MeRF: Motivation-enhanced Reinforcement Finetuning for Large Reasoning Models
Abstract
Reinforcement Learning with Verifiable Rewards (RLVR) has emerged as a powerful learn-to-reason paradigm for Large Language Models (LLMs) to tackle complex reasoning tasks. However, existing RLVR methods overlook one of the most distinctive capabilities of LLMs, their in-context learning ability. In this paper, we introduce Motivation-enhanced Reinforcement Finetuning (MeRF), an intuitive yet effective method enhancing reinforcement learning of LLMs by involving \emph{``telling LLMs the rules of the game''}. Specifically, MeRF directly injects the reward specification into the prompt, serving as an in-context motivation for model with awareness of the optimization objective. This simple modification leverages the in-context learning ability of LLMs, aligning generation with optimization, thereby incentivizing the model to generate desired outputs from both inner motivation and external reward.

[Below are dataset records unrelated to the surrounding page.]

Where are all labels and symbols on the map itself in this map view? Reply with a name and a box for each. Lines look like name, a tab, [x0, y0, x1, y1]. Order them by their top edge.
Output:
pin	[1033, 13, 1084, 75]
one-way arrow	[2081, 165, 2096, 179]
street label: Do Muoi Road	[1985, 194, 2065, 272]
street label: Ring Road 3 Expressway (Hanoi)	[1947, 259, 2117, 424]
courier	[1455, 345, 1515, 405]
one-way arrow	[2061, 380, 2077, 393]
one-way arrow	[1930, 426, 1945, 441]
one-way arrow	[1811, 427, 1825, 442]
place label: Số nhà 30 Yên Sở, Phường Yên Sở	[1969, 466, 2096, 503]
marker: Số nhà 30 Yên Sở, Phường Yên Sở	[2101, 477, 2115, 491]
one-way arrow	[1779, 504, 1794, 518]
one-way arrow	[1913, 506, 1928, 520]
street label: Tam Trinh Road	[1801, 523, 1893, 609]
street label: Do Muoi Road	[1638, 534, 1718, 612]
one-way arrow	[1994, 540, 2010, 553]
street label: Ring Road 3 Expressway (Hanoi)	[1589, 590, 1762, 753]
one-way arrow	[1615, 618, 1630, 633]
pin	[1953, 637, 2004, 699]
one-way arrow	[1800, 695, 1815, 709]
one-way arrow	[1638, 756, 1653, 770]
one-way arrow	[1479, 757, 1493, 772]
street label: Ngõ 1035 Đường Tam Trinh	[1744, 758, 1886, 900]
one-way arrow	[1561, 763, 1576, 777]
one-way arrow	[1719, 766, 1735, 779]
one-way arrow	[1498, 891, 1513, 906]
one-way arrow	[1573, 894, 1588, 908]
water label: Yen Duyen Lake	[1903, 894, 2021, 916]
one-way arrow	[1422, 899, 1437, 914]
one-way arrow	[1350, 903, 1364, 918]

Empirical evaluations on the Knights and Knaves~(K\&K) logic puzzle benchmark demonstrate that MeRF achieves substantial performance gains over baselines. Moreover, ablation studies show that performance improves with greater consistency between the in-context motivation and the external reward function, while the model also demonstrates an ability to adapt to misleading motivations through reinforcement learning.